The ball collides against his arms with a sickening thud, surely powerful enough to shatter bone at such close proximity.

Atlas stopped it. He single-handedly stopped it.

“Oh my fucking god!” Nikita starts screeching, and I can hardly hear any of the words leaving her lips over the noise filling the crowd. It’s electric, as the crowd erupts in reaction to the impossible, implausible of what just unfolded.

As the ball skids and rolls across the surface of the pitch, loose in play, there’s an ocean of agony from the Boston fans, and ecstasy from the Wolves supporters who have traveled to watch today.

Atlas is superhuman, finding speed and agility and strength from seemingly out of nowhere.

He continues racing forward, in an effort to be the first one to reclaim the ball, but the opposing team is right there, running at him in order to do the same.

It’s an outright footrace now for who can be the first to the scene.

“Go! Get there, Wolves.”

“Kick it out,” the bench yells, pointing to the sideline.
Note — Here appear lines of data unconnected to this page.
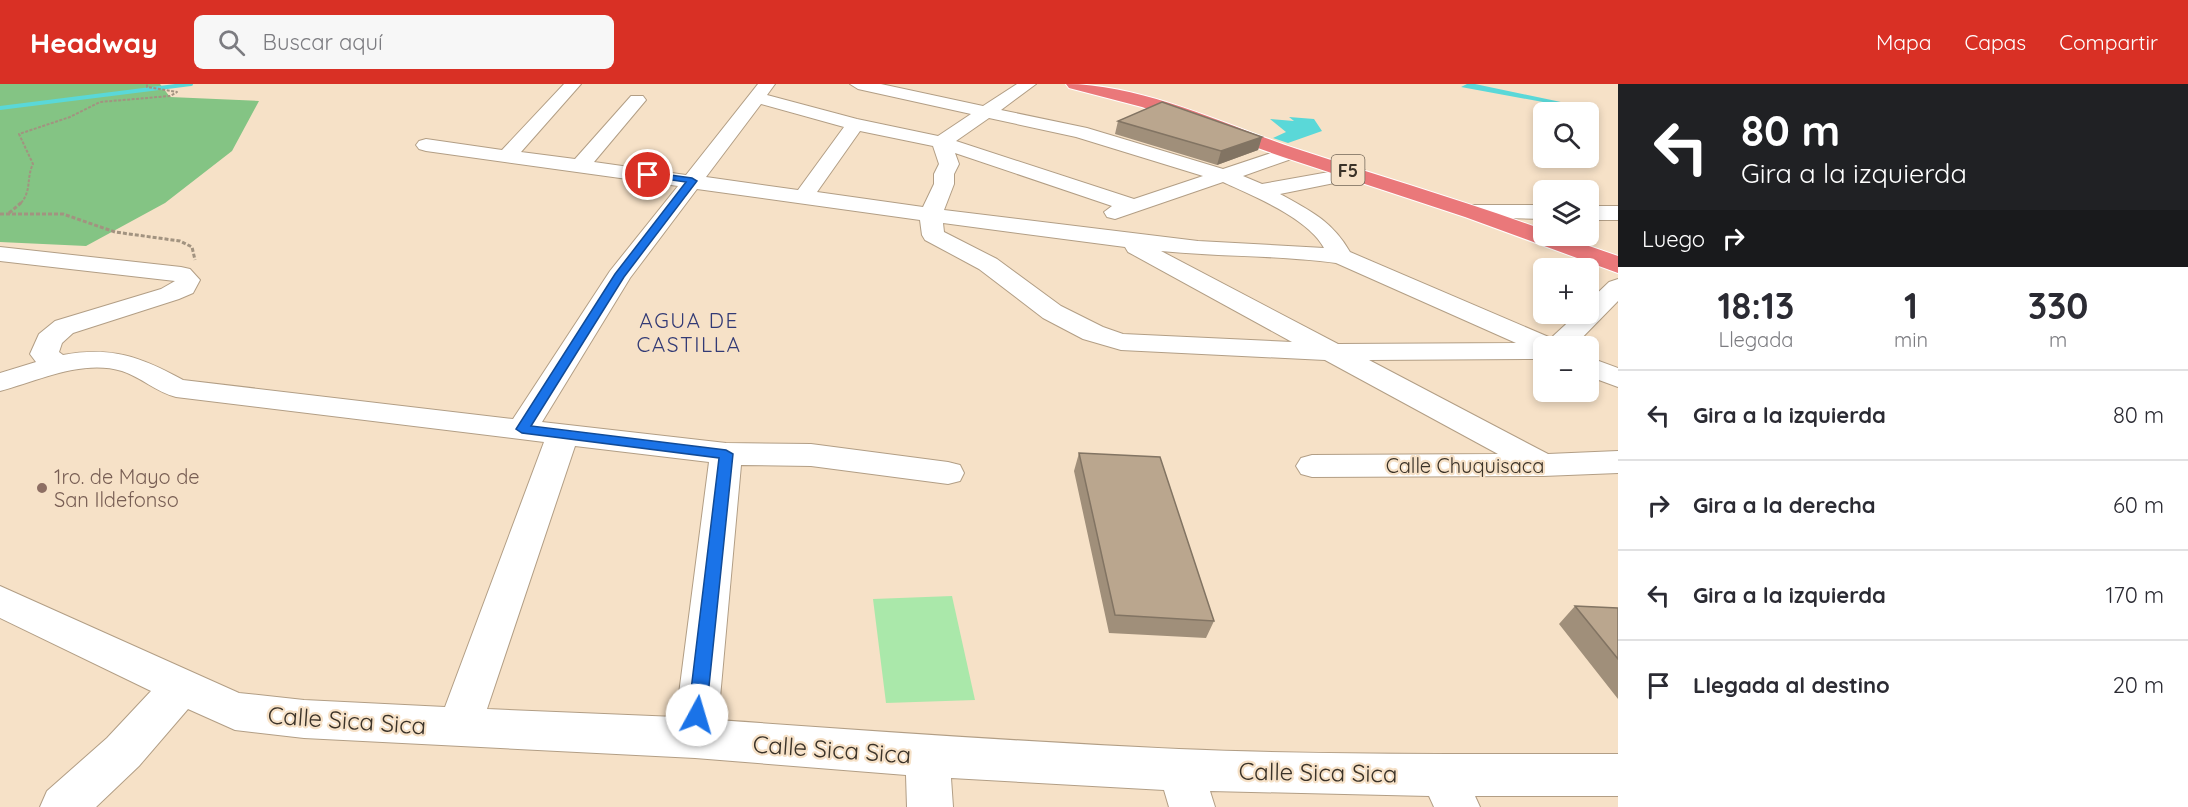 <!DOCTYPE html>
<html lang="es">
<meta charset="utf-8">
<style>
body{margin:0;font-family:Quicksand,sans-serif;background:#f7f7f7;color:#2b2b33;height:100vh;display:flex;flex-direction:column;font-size:22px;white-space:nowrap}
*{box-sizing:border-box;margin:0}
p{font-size:20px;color:#7c7c81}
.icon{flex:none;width:33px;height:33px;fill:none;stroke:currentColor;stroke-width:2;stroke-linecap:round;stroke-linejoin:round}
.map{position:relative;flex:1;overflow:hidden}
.panel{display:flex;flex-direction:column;background:#fff;width:570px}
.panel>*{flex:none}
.hud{background:#202124;color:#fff;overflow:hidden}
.fabs{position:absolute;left:1533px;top:18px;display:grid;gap:12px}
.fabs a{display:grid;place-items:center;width:66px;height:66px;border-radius:9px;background:#fff;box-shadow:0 3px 9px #0003;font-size:30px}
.pin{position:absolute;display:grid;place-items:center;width:51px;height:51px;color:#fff;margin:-26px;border:3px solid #fff;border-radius:50%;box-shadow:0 2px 6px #0007}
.me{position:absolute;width:66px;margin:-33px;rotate:6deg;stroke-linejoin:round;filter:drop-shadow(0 0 4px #0008)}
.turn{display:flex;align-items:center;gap:21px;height:126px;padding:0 24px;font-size:27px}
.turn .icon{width:78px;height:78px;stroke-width:2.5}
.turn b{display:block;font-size:42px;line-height:51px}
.then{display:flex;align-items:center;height:57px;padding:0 24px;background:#0003;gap:12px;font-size:22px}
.eta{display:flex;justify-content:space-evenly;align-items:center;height:102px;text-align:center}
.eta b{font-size:36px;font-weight:700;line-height:42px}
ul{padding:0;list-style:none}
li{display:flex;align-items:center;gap:18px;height:90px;padding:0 24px;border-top:2px solid #e1e1e2}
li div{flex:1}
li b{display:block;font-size:22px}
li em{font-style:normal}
header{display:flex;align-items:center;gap:36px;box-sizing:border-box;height:84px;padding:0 30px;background:#d93025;color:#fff}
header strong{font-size:28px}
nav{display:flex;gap:33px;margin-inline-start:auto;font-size:21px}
.search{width:420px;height:54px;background:#f7f7f7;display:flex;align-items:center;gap:15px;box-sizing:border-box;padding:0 21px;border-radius:9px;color:#7c7c81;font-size:22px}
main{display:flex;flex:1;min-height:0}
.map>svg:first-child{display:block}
.green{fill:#aae8aa}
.forest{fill:#84c484}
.water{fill:#5ad8d8}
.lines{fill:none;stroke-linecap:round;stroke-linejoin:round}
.stream{stroke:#5ad8d8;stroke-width:4}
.minor-casing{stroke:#b29e85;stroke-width:2}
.highway-casing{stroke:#fff;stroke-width:2}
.path-far1{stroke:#a29380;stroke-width:2;stroke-dasharray:3 1.5;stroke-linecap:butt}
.path{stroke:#a29380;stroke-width:3;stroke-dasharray:4 2;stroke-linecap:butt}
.minor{fill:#fff;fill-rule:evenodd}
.highway{fill:#ea787a;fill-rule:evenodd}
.wall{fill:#a08f7a}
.shaded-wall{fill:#827463}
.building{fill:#baa68e;stroke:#827463;stroke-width:1.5}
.route{fill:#1a73e8;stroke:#114b97;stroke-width:1.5}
.education-dot{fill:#8d6e63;stroke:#f6e1c7;stroke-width:2}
.labels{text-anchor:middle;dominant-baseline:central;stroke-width:4.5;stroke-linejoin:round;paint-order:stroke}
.shield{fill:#f6e1c7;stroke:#726658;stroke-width:1.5}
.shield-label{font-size:18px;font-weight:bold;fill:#3a3228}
.street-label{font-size:20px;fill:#3a3228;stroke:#f6e1c7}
.education-label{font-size:20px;fill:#785e54;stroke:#f6e1c7;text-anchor:start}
.neighbourhood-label{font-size:21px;letter-spacing:1.5px;fill:#323a75;stroke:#f6e1c7}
.near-street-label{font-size:24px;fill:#3a3228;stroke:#f6e1c7}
</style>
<header>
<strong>Headway</strong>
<div class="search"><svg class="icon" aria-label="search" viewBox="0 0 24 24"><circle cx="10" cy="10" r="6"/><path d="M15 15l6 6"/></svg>Buscar aquí</div>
<nav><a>Mapa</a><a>Capas</a><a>Compartir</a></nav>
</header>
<main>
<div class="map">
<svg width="1618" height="723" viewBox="0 0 1618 723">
<rect width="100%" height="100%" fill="#f6e1c7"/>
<path class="green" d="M952,512L975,616L886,619L873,515Z"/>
<path class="forest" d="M0,0H160L170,13L259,17L232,67L165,119L86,162L0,158Z"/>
<path class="water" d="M1467,0H1475L1599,26L1593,35L1589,34L1588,28L1546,26L1543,18L1461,3Z
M1289,33L1314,35L1322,47L1288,59L1273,54L1286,48L1270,35L1294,37Z"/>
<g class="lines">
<path class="stream" d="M0,24L191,0"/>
<g class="minor-casing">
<path id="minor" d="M564,0H581L521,68L575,75L631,12H643L646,16L594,78L686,91L758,0H775L767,11L857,35L938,52L971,30L858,5L850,0H881L983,22L1017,0H1036L1001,26L1087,44L1223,85L1283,65H1297L1300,69L1297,73L1243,92L1262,100L1357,83L1364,85L1367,89L1364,93L1280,110C1311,127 1332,137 1350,168L1551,254L1577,230H1588V218L1609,198L1618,195V217L1574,262H1544V275L1369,276L1548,370L1618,367V389L1543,392L1312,393L1301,390L1296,382L1301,374L1312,371L1498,370L1325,276L1121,266L1083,255L1043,234L979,185L925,156L922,151L920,136L697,105L630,194L542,338L726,359L811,360L948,378L960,381L964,389L960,397L948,400L811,382L741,381L718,636C872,647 1025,658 1179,665C1325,671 1472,670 1618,670V712H1475L1480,723H1434L1429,712L1210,707L1215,723H1169L1164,706L951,694L953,723H907L906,691L695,674L304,654L235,646L188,625L139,682L96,723H40L47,707L107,654L151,607L0,534V502L239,609L304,616L445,623L544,358L176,313C156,308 141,293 122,287C82,275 38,297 0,307V289L36,278L30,270L39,250L55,237L161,205L175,197L0,177V163L181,183L190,185L200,196L193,209L179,215L73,249L62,259L59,268L63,271C111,262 141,273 183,296L513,335L610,187L678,102L426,67L419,65L416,61L419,57L426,55L502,66ZM761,20L844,43L798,106L706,93ZM989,34L1076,53L1203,92L1134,115L956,57ZM860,47L933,62L939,80L934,90V100L923,123L817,108ZM955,69L1112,122L1104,128L1107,133L1115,135L1223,98C1253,112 1308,134 1324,164L1198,157L944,126L954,100V90L959,80ZM943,139L1125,163L1128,168L1292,258L1123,250L1103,243L1061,222L997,175L944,148ZM1161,167C1219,173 1278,171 1336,179L1516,259L1338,260ZM575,362L709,378L676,633L487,625Z
M1473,121H1544V135L1465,133L1462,128L1465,123Z
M1588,122H1618V136H1588Z
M1588,273L1618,284V303L1588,292Z"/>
</g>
<g class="highway-casing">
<path id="highway" d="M1066,0C1142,0 1225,41 1297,65C1379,92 1462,116 1544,146V152H1560L1618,172V189L1465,133L1283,73L1142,23L1069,4Z"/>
</g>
<path class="path-far1" d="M21,119C32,106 26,94 33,80L19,50L70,33L100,18L170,12L177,8L147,3V0"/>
<path class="path" d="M9,129L22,118
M0,130H63L115,148L180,157L192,163L195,176"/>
<use href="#minor" class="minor"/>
<use href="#highway" class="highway"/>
</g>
<path class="wall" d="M1118,37L1262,53L1258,66L1217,81L1115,50Z
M1079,369L1214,537L1206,554L1109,549L1074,387Z
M1575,522L1618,524V615L1559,540Z"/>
<path class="shaded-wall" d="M1262,53L1258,66L1217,81L1221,67Z"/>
<path class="building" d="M1162,18L1262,53L1221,67L1118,37Z
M1079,369L1160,373L1214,537L1115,531Z
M1575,522L1618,524V575Z"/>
<path class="route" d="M648,88L692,94L697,97L624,193L531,342L726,366L733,370L706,631L704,637L697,639L691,637L688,631L719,374L522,349L516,345L615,190L686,98L645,92V89Z"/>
<circle class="education-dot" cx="42" cy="404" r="6"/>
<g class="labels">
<rect class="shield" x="1331.5" y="71" width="33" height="30" rx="4.5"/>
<g class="shield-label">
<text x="1348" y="86">F5</text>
</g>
<g class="street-label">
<text x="1465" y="381">Calle Chuquisaca</text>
</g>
<g class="education-label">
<text x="54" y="392">1ro. de Mayo de<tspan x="54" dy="23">San Ildefonso</tspan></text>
</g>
<g class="neighbourhood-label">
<text x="689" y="236">AGUA DE<tspan x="689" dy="24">CASTILLA</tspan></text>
</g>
<g class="near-street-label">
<text transform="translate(347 636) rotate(4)">Calle Sica Sica</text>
<text transform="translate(832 665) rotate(4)">Calle Sica Sica</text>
<text transform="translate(1318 688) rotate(1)">Calle Sica Sica</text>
</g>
</g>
</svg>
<div class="fabs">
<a><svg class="icon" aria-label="search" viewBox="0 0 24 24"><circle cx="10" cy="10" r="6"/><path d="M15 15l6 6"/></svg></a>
<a><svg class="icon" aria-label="layers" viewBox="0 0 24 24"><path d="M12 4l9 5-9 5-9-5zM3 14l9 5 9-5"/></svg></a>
<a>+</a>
<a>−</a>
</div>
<div class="pin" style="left:648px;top:91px;background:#d93025"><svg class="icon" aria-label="arrive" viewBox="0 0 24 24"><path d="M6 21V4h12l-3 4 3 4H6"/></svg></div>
<svg class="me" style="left:697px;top:631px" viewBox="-20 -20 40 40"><circle r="19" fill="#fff"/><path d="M0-13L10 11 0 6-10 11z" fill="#1a73e8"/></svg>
</div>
<section class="panel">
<div class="hud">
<div class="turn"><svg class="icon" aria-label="left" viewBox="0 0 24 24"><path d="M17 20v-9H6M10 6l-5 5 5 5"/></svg><div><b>80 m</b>Gira a la izquierda</div></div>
<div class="then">Luego<svg class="icon" aria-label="right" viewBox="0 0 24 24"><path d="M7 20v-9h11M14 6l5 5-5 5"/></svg></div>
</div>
<div class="eta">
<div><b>18:13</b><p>Llegada</p></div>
<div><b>1</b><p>min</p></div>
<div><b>330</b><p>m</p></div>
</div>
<ul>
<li><svg class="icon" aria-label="left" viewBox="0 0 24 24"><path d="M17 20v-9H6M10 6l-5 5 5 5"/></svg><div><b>Gira a la izquierda</b></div><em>80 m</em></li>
<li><svg class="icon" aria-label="right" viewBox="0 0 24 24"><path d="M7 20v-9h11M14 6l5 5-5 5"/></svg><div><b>Gira a la derecha</b></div><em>60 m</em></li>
<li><svg class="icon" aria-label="left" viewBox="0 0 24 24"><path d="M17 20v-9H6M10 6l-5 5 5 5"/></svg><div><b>Gira a la izquierda</b></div><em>170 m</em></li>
<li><svg class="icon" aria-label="arrive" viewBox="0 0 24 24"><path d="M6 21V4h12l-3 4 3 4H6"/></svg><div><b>Llegada al destino</b></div><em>20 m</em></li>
</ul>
</section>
</main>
The clock is up. The game is over. Somewhere in the stadium, a siren blares, signaling full time…

and Atlas gathers the ball as calmly as ever, and drops it onto his boot with a massive kick over the sideline, sending it sailing clear into the highest stadium seats.

Wolves win.

I’m being shaken so hard by an ecstatic Nikita that I think my teeth rattle inside my head. I feel giddy, floating on the kind of sensation I can only begin to imagine those guys down on the field feel.

Half of them are down on one knee, breathing hard. The other half are bent double. It’s been a brutal match for both sides.

We’re engulfed by a sea of supporters who flock toward the Wolves’ team area.

A forest of green and silver swallows us up, and it’s suddenly hard to see the field.

I’m on my tiptoes, craning my neck for a glimpse of Connor, of Atlas, and Finch, too.

But the mass of tired players mingling among each other, shaking hands and trading post-match hugs—in the way rugby players do after beating the shit out of each other for eighty minutes—makes it hard to spot them, or their numbers.